The material in The Architecture of Violence (study booklet and website) shows how violence is organized within the structures of society – not only in open warfare. We trace how laws, maps, education, infrastructure, and culture together create an oppressive everyday reality and limit people’s opportunities. In short, how Israeli state-building has evolved so that violence against Palestinians is not only visible to the world but also embedded in the state’s patterns of thought and action – both in its institutions and among its citizens. This introduction helps you see how the parts connect.
Why this introduction?
This material is not only about battles and headlines. It is about how decisions, maps, permits, schools, and infrastructure gradually shape daily life. What is often called “security,” “planning,” or “temporary measures” eventually becomes a permanent order that determines who can remain in their home, expand their house, go to work, or send their children to school. Everyday life – for both Palestinians and Israelis – is profoundly affected by the fact that much of Israeli governance is built on a military occupation logic.
What we show
We follow the traces from the first lines drawn on the map and the early “temporary” regulations, and see how small decisions grew into systems that still shape daily life today – through laws, administration, and control – all the way to how technology and culture help keep this order in place and the control constant. Our aim is to foster understanding of how systems and routines can carry violence, even when no gunshots are heard. Not understanding in the sense of sympathy, but an understanding that makes clear how violent oppression can be accepted – and even valued – by an entire society.
How you can read
Begin by letting the stories and examples in the different parts sink in. Then use the in-depth sections, links, and resources to explore documents, maps, and films. At the end of each part, you will find questions that help you reflect on what you have read. There is also guidance on how to create dialogue with others. Our hope is that knowledge and insights will also create outlooks – that is, that your insights can lead to conversations and actions that strengthen the understanding of why it matters to act.
Reading order – a roadmap
- Parts 1–2: Origins and the first blueprint – how early maps, decisions, and militia logic became state practice.
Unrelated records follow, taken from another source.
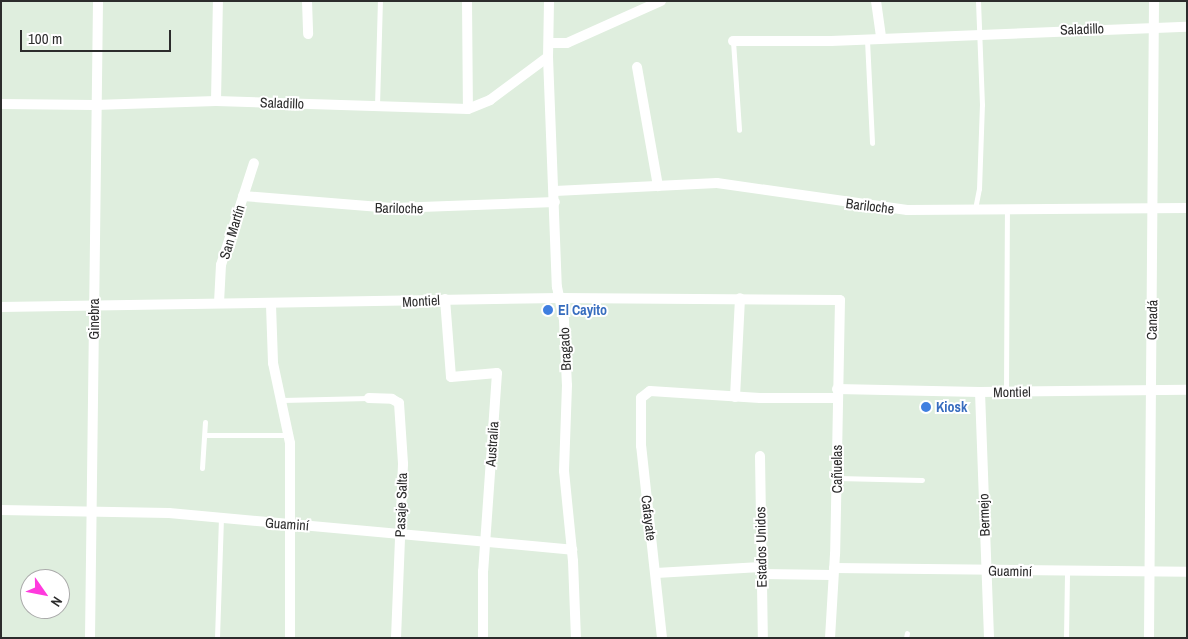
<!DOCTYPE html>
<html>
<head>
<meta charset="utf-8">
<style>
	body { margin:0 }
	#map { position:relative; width:1188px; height:639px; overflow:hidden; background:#dfeede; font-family:"Archivo Narrow",sans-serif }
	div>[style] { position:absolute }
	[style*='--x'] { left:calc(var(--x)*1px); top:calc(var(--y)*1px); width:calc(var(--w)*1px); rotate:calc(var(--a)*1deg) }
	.lane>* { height:5px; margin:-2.5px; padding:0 2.5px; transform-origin:2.5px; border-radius:2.5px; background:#fff }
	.street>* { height:10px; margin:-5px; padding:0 5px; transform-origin:5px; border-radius:5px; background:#fff }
	.dots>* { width:14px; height:14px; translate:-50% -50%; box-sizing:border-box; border:2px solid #fff; border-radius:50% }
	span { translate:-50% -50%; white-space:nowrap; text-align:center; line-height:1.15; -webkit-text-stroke:4px #fff; paint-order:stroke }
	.street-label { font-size:14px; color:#2c2c2c }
	.shop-label { font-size:14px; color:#366cbe; font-weight:700 }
	.left { translate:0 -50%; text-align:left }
	.frame { position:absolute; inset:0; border:2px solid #2c2c2c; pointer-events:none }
	.north { position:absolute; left:20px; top:569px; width:50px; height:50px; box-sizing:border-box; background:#fff; border:1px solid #ababab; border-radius:50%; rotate:123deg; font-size:14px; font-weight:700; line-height:20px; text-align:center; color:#2c2c2c }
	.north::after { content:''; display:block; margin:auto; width:18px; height:22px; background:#ff3add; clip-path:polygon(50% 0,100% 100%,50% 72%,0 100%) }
	.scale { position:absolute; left:20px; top:30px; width:151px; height:22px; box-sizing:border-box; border:2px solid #2c2c2c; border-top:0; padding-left:6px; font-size:15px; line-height:18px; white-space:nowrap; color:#2c2c2c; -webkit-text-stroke:4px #fff; paint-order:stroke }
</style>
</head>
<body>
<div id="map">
	<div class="lane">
		<i style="--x:867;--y:40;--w:103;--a:87.2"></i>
		<i style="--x:733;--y:41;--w:89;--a:86.1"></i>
		<i style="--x:377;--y:106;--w:105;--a:-88.4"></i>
		<i style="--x:975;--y:209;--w:20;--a:-79"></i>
		<i style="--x:979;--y:189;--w:84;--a:-88"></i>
		<i style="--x:982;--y:105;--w:104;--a:-92.2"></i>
		<i style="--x:1006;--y:392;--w:182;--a:-89.7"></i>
		<i style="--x:282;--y:400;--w:87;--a:-1.3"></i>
		<i style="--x:205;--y:435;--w:83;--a:0"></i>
		<i style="--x:202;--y:468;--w:46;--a:-86.3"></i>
		<i style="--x:837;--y:478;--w:85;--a:1.3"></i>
		<i style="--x:217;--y:638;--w:119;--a:-88.1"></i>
		<i style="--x:906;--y:638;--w:5;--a:-79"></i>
		<i style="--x:1066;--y:638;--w:66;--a:-89.1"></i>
	</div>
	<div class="street">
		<i style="--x:307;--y:1;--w:33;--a:88"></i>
		<i style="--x:467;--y:1;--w:108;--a:89.5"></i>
		<i style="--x:549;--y:1;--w:56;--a:91"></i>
		<i style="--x:548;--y:57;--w:230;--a:87.8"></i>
		<i style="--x:557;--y:287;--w:34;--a:78"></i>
		<i style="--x:564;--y:320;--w:65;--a:87.4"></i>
		<i style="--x:567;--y:385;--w:86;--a:92"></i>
		<i style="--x:564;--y:471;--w:90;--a:84.3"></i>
		<i style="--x:573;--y:561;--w:77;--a:87.8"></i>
		<i style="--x:876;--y:1;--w:36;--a:82"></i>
		<i style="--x:733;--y:41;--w:98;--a:0"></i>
		<i style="--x:831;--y:41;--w:356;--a:-2.3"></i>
		<i style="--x:549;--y:43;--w:18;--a:0"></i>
		<i style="--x:567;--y:43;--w:103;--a:-24.1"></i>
		<i style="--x:637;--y:67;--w:121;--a:80"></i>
		<i style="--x:216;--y:101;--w:100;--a:-88.9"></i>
		<i style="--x:1;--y:104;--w:94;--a:0.6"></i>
		<i style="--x:95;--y:105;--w:121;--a:-1.9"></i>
		<i style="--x:216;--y:101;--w:252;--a:1.8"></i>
		<i style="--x:468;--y:109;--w:24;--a:-22"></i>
		<i style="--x:490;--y:100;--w:72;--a:-36.6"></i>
		<i style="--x:555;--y:191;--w:162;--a:-2.8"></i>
		<i style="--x:717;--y:183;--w:192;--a:8.1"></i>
		<i style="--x:907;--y:210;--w:280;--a:-0.4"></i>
		<i style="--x:243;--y:196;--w:150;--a:4.6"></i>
		<i style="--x:393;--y:208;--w:162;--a:-2.1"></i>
		<i style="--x:445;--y:299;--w:78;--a:85.6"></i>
		<i style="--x:451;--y:377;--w:46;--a:-5"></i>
		<i style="--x:497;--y:373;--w:198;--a:94"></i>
		<i style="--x:483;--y:571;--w:67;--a:90"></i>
		<i style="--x:219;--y:303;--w:38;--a:-87"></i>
		<i style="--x:221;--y:265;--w:107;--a:-72.1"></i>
		<i style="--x:271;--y:305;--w:58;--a:88"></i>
		<i style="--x:273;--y:363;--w:82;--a:78"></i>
		<i style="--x:290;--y:443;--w:195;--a:90"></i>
		<i style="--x:1;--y:307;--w:559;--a:-0.92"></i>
		<i style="--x:560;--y:298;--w:280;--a:0.4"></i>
		<i style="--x:840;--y:300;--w:254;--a:91.1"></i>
		<i style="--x:835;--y:554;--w:84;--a:93.4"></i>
		<i style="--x:837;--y:389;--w:143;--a:1.2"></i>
		<i style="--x:980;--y:392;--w:207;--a:-0.6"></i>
		<i style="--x:980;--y:392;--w:246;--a:87.9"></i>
		<i style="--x:735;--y:397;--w:99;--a:-87.1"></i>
		<i style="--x:369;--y:398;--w:23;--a:2"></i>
		<i style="--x:392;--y:399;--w:8;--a:30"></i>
		<i style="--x:399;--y:403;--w:61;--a:86.2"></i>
		<i style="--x:403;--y:464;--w:174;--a:92.3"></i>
		<i style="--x:760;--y:456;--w:182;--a:89.1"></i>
		<i style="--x:1;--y:510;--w:168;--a:1"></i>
		<i style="--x:169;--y:513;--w:405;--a:5.2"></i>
		<i style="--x:834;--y:568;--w:353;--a:0.6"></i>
		<i style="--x:656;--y:573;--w:105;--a:-3.3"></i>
		<i style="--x:762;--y:574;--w:71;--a:0.8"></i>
		<i style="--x:90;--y:638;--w:637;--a:-89.28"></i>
		<i style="--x:662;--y:638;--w:193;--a:-96.2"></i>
		<i style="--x:641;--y:446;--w:48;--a:-90"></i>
		<i style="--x:641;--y:398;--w:11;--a:-38"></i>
		<i style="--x:650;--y:391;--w:110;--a:3.6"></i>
		<i style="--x:760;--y:398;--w:77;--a:0"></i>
		<i style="--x:1149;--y:638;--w:637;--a:-89.55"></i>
	</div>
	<div class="dots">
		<i style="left:548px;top:310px;background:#3f7fe0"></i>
		<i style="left:926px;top:407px;background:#3f7fe0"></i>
	</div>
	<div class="street-label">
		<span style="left:1082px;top:29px;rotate:-2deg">Saladillo</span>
		<span style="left:282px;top:103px;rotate:2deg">Saladillo</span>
		<span style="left:870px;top:206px;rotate:7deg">Bariloche</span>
		<span style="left:399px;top:208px;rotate:1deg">Bariloche</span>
		<span style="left:232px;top:232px;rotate:-73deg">San Martín</span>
		<span style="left:421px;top:301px;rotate:-3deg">Montiel</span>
		<span style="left:94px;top:319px;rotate:-90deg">Ginebra</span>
		<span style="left:1152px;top:320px;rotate:-89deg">Canadá</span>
		<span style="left:565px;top:349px;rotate:-93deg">Bragado</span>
		<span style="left:1012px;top:392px;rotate:-1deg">Montiel</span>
		<span style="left:492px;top:444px;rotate:-86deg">Australia</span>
		<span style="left:837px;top:469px;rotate:-90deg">Cañuelas</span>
		<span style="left:401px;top:505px;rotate:-88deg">Pasaje Salta</span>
		<span style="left:984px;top:515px;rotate:-92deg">Bermejo</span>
		<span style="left:649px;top:518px;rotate:83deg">Cafayate</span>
		<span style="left:287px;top:524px;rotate:4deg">Guaminí</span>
		<span style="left:761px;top:547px;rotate:-91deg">Estados Unidos</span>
		<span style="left:1010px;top:571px;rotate:1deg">Guaminí</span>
	</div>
	<div class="shop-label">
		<span class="left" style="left:558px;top:310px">El Cayito</span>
		<span class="left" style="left:936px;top:407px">Kiosk</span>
	</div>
	<div class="frame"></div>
	<div class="north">N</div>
	<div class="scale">100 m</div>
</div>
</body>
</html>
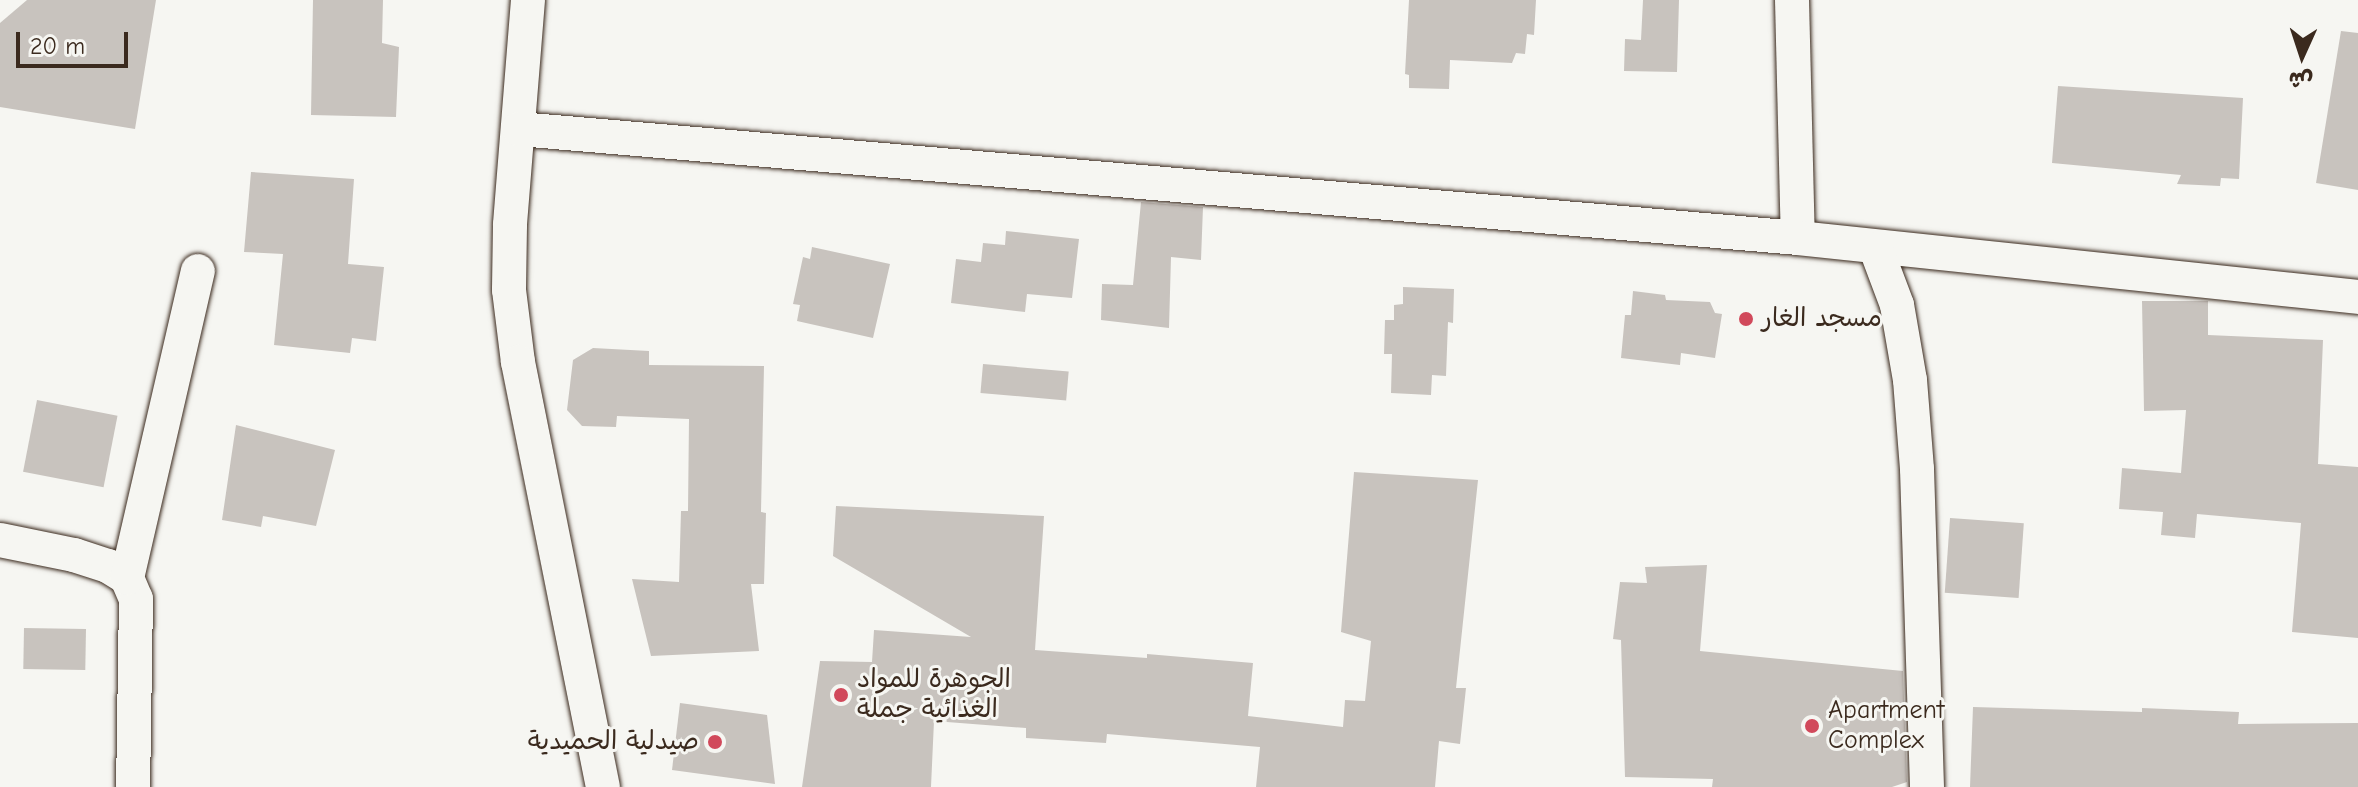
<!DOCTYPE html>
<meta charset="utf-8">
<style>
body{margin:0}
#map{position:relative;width:2358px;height:787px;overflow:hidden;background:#f6f6f2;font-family:"Comic Neue","Playpen Sans Arabic",sans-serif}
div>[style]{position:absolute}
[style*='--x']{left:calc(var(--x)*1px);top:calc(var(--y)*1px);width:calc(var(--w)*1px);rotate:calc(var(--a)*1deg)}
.building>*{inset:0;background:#c8c3be;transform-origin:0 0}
.roads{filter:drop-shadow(0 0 2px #3b2a1e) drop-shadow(0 0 2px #3b2a1e)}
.street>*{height:34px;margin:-17px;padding:0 17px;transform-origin:17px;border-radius:17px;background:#f6f6f2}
.dots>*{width:22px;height:22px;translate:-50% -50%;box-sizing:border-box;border:4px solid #f6f6f2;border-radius:50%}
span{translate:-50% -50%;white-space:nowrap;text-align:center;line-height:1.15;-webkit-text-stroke:6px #f6f6f2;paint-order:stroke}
.poi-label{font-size:26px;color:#3b2a1e}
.left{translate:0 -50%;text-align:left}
.right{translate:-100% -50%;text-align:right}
.north{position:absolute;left:2262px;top:16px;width:80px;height:80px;-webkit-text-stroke:6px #f6f6f2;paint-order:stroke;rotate:183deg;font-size:22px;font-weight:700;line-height:32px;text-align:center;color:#3b2a1e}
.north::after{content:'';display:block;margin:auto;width:28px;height:36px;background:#3b2a1e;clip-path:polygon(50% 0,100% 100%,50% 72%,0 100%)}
.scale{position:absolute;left:16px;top:32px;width:112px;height:36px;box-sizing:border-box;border:4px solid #3b2a1e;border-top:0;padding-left:10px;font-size:24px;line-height:28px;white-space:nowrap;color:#3b2a1e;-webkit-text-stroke:6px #f6f6f2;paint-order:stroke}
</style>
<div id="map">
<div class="building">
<div style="clip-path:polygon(27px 0,156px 0,135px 129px,0 107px,0 23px)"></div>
<div style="clip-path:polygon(313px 0,383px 0,382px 43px,399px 47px,396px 117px,311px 115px)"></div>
<div style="clip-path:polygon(1409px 0,1536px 0,1534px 35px,1527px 34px,1525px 54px,1516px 53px,1512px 63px,1450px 60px,1449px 89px,1409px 88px,1409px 75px,1405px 74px)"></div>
<div style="clip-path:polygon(1643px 0,1679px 0,1677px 72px,1624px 71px,1625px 39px,1641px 40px)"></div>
<div style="clip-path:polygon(2341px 31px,2358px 33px,2358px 190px,2316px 183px)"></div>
<div style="clip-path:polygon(2058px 86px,2243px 98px,2239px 179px,2221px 178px,2220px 186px,2177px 184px,2181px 175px,2052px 163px)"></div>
<div style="clip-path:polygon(251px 172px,354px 179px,348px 264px,384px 267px,376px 341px,352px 338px,350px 353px,274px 345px,283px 254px,244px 252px)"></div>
<div style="clip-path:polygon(1141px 202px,1203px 207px,1201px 260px,1171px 257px,1169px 328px,1101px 320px,1102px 284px,1133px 285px)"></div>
<div style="clip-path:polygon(1006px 231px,1079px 239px,1072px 298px,1027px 294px,1025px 312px,951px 303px,956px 259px,981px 262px,983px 243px,1005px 245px)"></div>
<div style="clip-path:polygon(812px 247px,890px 264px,873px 338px,797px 321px,800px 305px,793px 304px,803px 257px,810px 259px)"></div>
<div style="clip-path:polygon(1403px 287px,1454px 289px,1453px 323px,1448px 322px,1446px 376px,1432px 375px,1431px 395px,1391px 393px,1392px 354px,1384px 354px,1385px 320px,1394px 320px,1394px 305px,1403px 304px)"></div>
<div style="clip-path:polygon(1633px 291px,1665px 295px,1666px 300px,1710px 302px,1715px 313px,1722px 314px,1715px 358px,1681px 353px,1680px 365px,1621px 358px,1625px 315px,1631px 315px)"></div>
<div style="clip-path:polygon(2142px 301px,2208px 301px,2208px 335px,2323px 340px,2318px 464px,2358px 467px,2358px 638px,2292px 632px,2301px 523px,2197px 514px,2195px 538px,2161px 535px,2163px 512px,2119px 509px,2122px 468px,2181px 473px,2186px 410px,2144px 411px)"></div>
<div style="clip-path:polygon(593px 348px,649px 351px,649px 365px,764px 366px,761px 512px,766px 513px,764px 584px,751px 584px,759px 651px,651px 656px,632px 579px,679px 582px,681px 511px,688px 511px,689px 419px,617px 416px,616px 427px,582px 426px,567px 410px,573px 360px)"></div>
<div style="left:983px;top:364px;width:86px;height:29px;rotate:5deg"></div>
<div style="left:37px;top:400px;width:82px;height:73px;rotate:11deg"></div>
<div style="clip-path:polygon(236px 425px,335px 450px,316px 526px,263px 516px,261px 527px,222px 520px)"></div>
<div style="clip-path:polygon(1354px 472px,1478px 480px,1456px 688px,1466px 688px,1460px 744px,1439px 741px,1435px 787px,1256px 787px,1260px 747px,1107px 734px,1106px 743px,1026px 738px,1026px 728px,934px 721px,931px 787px,802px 787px,820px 661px,872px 662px,874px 630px,971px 637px,833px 556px,836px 506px,1044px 516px,1035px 650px,1147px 658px,1147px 654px,1253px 663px,1248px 716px,1343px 727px,1345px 700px,1365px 701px,1371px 641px,1341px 632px)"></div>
<div style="left:1950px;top:518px;width:74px;height:75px;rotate:4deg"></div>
<div style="clip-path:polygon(1707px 565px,1700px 651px,1903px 671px,1907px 782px,1892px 787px,1712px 787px,1713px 779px,1625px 777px,1621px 640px,1613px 639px,1620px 582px,1647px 583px,1645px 567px)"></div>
<div style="left:24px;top:628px;width:62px;height:41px;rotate:1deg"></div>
<div style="clip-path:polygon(680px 703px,767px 715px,775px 784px,672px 770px)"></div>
<div style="clip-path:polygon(1973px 707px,2142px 712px,2142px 708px,2239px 712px,2238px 724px,2358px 723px,2358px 787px,1970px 787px)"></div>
</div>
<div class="roads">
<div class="street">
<div style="--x:528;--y:0;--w:226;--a:94.6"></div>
<div style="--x:510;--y:225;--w:65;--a:90.9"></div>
<div style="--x:509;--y:290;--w:73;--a:82.9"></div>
<div style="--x:518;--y:362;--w:433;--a:78.7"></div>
<div style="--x:1792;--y:0;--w:238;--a:88.6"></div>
<div style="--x:519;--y:129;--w:1284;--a:4.87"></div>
<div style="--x:1798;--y:238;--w:563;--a:6.01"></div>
<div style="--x:1876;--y:249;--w:60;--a:69.4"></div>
<div style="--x:1897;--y:305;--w:76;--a:80.2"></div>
<div style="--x:1910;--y:380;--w:89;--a:85.5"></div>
<div style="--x:1917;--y:469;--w:318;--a:88.2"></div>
<div style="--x:0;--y:540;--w:76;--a:11.5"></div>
<div style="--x:74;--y:555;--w:36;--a:18"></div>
<div style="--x:108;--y:566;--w:22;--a:32"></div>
<div style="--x:127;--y:578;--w:23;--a:67"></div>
<div style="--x:136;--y:599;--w:188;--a:90.9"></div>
<div style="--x:127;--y:578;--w:315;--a:-77"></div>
</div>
</div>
<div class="dots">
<div style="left:1746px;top:319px;background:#d1495b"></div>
<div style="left:841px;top:695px;background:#d1495b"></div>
<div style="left:1812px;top:726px;background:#d1495b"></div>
<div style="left:715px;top:742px;background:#d1495b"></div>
</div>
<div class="poi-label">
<span class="left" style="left:1762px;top:319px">مسجد الغار</span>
<span class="left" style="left:857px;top:695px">الجوهرة للمواد<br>الغذائية جملة</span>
<span class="left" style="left:1828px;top:726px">Apartment<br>Complex</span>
<span class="right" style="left:699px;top:742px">صيدلية الحميدية</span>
</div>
<div class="north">ش</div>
<div class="scale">20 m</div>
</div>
- Part 3: Law & bureaucracy – how exceptions become routine; the land regime as a tool.
- Parts 4–7: Social sectors – academia, culture, schools, technology – that carry and spread militarized logic.
- Parts 8–10: Interplay between state, settlers, and everyday life – how violence becomes a social structure.
- Part 11: The bigger picture – land, the state, and the machinery of expansion.
Key points
- The architecture of violence: Violence is not only seen in shootings and bombings. It also lies in rules, maps, fences, and routines that structure daily life.
- Exceptions become routine: Measures presented as temporary – checkpoints, permits, “closures” – remain in place and are perceived as normal.
- Early choices lock the future (path dependence): Once a line is drawn on the map or a zone is created, it becomes costly and difficult to choose otherwise later.
- The land regime: The combination of land status, planning, permits, and enforcement functions as a barrier to building, farming, and movement.
- Militarization without rifles: Schools, universities, culture, and technology can carry and normalize military logic – even outside the barracks.